:: Supplied information

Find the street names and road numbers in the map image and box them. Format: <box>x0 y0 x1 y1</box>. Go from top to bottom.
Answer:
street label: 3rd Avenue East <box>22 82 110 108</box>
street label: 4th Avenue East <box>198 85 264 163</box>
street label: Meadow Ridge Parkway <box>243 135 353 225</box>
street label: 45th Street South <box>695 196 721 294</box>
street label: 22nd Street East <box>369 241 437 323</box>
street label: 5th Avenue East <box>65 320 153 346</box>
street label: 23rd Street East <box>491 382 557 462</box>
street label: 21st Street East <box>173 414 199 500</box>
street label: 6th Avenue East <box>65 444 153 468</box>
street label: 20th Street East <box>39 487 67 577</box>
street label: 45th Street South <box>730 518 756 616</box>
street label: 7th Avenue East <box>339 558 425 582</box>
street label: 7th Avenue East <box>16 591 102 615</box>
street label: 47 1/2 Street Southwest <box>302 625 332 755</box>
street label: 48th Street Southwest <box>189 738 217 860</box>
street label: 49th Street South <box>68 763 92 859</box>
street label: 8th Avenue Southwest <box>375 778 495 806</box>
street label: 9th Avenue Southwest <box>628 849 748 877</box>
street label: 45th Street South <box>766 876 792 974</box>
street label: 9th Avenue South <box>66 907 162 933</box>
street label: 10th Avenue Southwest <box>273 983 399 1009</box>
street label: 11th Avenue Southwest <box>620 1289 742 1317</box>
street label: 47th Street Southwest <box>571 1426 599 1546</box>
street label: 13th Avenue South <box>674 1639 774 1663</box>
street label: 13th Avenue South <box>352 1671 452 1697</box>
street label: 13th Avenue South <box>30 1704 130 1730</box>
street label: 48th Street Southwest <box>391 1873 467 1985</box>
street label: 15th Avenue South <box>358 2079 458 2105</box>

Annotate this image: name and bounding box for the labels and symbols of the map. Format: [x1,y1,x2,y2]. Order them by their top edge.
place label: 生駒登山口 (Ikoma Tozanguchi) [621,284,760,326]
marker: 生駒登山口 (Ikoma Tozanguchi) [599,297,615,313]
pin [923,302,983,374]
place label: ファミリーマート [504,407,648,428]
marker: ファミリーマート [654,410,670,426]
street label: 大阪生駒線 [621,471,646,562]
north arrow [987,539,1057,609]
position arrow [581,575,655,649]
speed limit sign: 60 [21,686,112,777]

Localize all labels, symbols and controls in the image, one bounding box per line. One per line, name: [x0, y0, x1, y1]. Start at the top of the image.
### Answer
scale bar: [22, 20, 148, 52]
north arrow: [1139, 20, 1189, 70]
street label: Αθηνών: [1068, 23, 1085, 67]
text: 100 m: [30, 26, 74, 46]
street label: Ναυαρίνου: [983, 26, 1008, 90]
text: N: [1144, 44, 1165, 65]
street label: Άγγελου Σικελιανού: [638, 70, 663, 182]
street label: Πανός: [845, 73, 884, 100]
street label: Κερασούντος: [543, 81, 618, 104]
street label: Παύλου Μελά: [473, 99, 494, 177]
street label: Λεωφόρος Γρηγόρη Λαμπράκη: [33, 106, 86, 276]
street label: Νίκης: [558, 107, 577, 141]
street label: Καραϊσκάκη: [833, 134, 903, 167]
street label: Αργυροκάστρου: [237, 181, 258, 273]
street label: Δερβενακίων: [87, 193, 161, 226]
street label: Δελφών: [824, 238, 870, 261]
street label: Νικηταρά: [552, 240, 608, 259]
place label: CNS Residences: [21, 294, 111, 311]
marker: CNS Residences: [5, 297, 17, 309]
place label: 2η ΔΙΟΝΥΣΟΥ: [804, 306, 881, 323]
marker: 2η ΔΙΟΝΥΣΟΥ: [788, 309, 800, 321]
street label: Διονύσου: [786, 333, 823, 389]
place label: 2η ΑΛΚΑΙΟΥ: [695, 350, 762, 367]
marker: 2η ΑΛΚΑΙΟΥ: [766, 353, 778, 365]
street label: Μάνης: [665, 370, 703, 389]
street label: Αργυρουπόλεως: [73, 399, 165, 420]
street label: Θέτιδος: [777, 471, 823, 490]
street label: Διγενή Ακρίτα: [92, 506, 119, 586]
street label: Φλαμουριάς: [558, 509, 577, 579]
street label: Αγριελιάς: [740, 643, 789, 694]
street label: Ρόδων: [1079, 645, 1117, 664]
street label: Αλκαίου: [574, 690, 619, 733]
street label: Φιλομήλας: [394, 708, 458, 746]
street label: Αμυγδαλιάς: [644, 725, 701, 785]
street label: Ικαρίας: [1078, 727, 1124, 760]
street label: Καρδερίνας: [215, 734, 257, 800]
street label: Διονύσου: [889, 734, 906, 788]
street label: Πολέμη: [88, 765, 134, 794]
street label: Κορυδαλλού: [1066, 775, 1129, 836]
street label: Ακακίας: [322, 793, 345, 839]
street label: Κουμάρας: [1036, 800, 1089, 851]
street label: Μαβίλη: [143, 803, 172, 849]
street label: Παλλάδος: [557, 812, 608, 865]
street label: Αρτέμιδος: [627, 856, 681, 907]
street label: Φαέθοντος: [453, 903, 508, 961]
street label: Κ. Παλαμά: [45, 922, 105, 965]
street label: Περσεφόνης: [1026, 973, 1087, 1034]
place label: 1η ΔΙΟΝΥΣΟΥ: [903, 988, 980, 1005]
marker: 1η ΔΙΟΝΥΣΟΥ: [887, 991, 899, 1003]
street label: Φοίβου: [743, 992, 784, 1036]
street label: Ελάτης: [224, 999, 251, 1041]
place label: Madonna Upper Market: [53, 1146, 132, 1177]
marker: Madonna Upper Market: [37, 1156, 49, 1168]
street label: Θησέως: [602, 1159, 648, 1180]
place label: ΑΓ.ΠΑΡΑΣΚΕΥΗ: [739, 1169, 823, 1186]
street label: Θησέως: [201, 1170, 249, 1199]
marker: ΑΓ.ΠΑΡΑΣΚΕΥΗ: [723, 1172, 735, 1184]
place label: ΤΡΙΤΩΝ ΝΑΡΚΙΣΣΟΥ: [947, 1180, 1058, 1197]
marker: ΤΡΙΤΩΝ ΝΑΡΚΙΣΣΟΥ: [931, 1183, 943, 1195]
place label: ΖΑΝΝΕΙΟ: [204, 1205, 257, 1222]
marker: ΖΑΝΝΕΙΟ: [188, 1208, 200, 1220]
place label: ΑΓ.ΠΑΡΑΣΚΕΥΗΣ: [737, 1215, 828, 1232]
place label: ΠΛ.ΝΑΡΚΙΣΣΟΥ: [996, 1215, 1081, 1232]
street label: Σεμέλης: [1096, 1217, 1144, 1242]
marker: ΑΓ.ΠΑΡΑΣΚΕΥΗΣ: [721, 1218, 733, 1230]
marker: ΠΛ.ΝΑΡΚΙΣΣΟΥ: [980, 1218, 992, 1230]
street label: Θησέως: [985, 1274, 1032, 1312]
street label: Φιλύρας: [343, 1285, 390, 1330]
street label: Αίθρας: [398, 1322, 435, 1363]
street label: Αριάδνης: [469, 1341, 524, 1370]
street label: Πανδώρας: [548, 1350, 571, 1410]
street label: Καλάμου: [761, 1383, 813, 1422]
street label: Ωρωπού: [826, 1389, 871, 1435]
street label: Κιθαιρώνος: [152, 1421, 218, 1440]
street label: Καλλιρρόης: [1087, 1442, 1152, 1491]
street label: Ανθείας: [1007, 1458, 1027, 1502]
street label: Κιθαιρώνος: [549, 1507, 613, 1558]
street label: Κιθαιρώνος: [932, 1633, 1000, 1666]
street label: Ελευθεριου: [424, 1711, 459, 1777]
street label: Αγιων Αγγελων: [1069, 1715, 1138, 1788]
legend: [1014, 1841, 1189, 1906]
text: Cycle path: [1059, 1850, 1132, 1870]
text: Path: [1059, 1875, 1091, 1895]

::::

**Instructions to follow:** From the records above, show each line that contains the word "marker".

**Response to this task:**
marker: 生駒登山口 (Ikoma Tozanguchi) [599,297,615,313]
marker: ファミリーマート [654,410,670,426]
marker: CNS Residences: [5, 297, 17, 309]
marker: 2η ΔΙΟΝΥΣΟΥ: [788, 309, 800, 321]
marker: 2η ΑΛΚΑΙΟΥ: [766, 353, 778, 365]
marker: 1η ΔΙΟΝΥΣΟΥ: [887, 991, 899, 1003]
marker: Madonna Upper Market: [37, 1156, 49, 1168]
marker: ΑΓ.ΠΑΡΑΣΚΕΥΗ: [723, 1172, 735, 1184]
marker: ΤΡΙΤΩΝ ΝΑΡΚΙΣΣΟΥ: [931, 1183, 943, 1195]
marker: ΖΑΝΝΕΙΟ: [188, 1208, 200, 1220]
marker: ΑΓ.ΠΑΡΑΣΚΕΥΗΣ: [721, 1218, 733, 1230]
marker: ΠΛ.ΝΑΡΚΙΣΣΟΥ: [980, 1218, 992, 1230]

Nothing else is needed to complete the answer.